As I proceeded to explore the major differences between Orthodoxy and Catholicism - papal infallibility, the addition of the filioque to the Nicene creed, and a few others - an overwhelming thought of insatiability coupled with peace of mind came over me. There is so much talk of finding "the" church, "the" religion, that I've bought into it as well. But thanks to this brief exploration of Orthodoxy, I return to my previous beliefs on the nature of the divine in that there is more than one way to experience God, to please God. In fact, Orthodoxy seems to believe this very thing. I take the following excerpt from http://oodegr.com/english/dogma/diafores1.htm :
"According to the Orthodox, since all men will see God, no religion can claim for itself the power to send people either to heaven or to hell. This means that true spiritual fathers prepare their spiritual charges so that vision of God’s glory will be heaven, and not hell, reward, and not punishment. The primary purpose of Orthodox Christianity then, is to prepare its members for an experience which every human being will sooner or later have."

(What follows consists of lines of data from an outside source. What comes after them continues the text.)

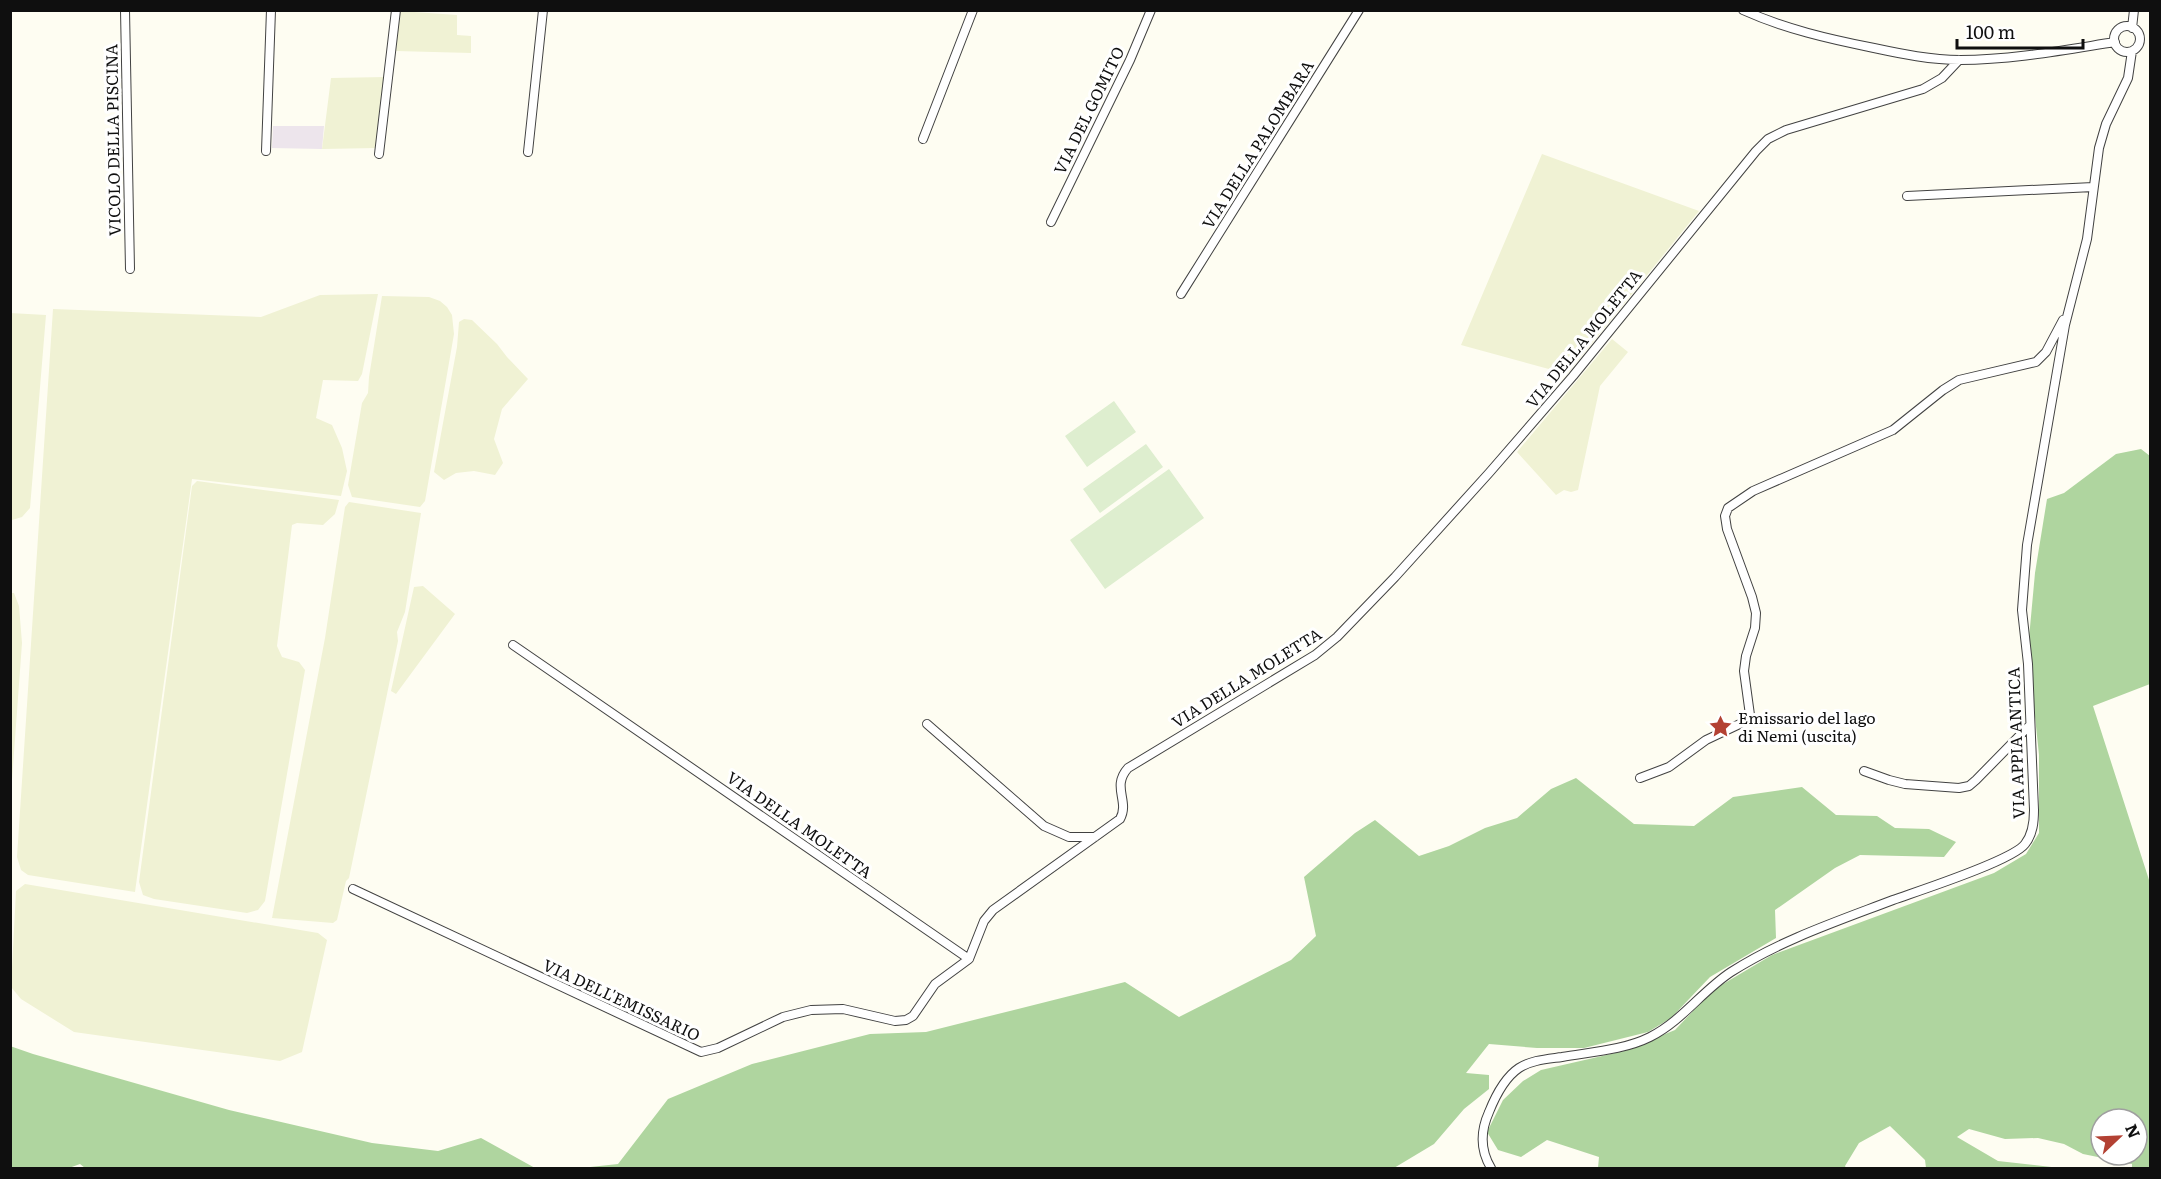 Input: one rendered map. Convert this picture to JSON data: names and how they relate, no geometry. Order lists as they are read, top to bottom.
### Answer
{
  "streets": {
    "street": [
      "VIA DEL GOMITO",
      "VICOLO DELLA PISCINA",
      "VIA DELLA PALOMBARA",
      "VIA DELLA MOLETTA",
      "VIA APPIA ANTICA",
      "VIA DELL'EMISSARIO"
    ]
  },
  "crossings": [
    ["VIA DELLA MOLETTA", "VIA DELL'EMISSARIO"]
  ],
  "places": {
    "place": ["Emissario del lago di Nemi (uscita)"]
  },
  "scale_bar": "100 m",
  "north": "top right"
}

A few days ago, after reading well into the night about Orthodoxy and finding myself nodding along in amazement, I was sure that I would eventually become Orthodox. But the very next day, as I continued my exploration online, I got a small taste of reality when I watched some YouTube videos of Orthodox and Eastern Catholic Divine Liturgies. My observations may not be terribly impressive to the onlooker, but they are what I have to go off nonetheless.
I knew that the Orthodox and Eastern Catholic churches prefer painted icons to statues or stained glass, but I didn't realize until I spent a good deal of time looking at them that this experience was very foreign to me. I'm no artist, mind you, but I have always had very peculiar taste when it comes to paintings, or art in general. Realism resonates with me, touches my heart, lifts my spirit. I get no spiritual, emotional, or aesthetic benefit from gazing at any artwork that leaves too much to the imagination. It boggles my mind how anyone found beauty or value in Picasso's work. So when I looked at these icons, I found them lacking in realism, and therefore unable to speak to my religious experience. I soon began to compare them to the many realistic depictions of Christ and all the other Biblical players I've seen decorate churches and especially cathedrals over the years, both in paintings, stained glass, and statues. I became very aware of how uniform the icons seemed to me - similar color palate, similar somber facial expressions. At first, I took it only as food for thought.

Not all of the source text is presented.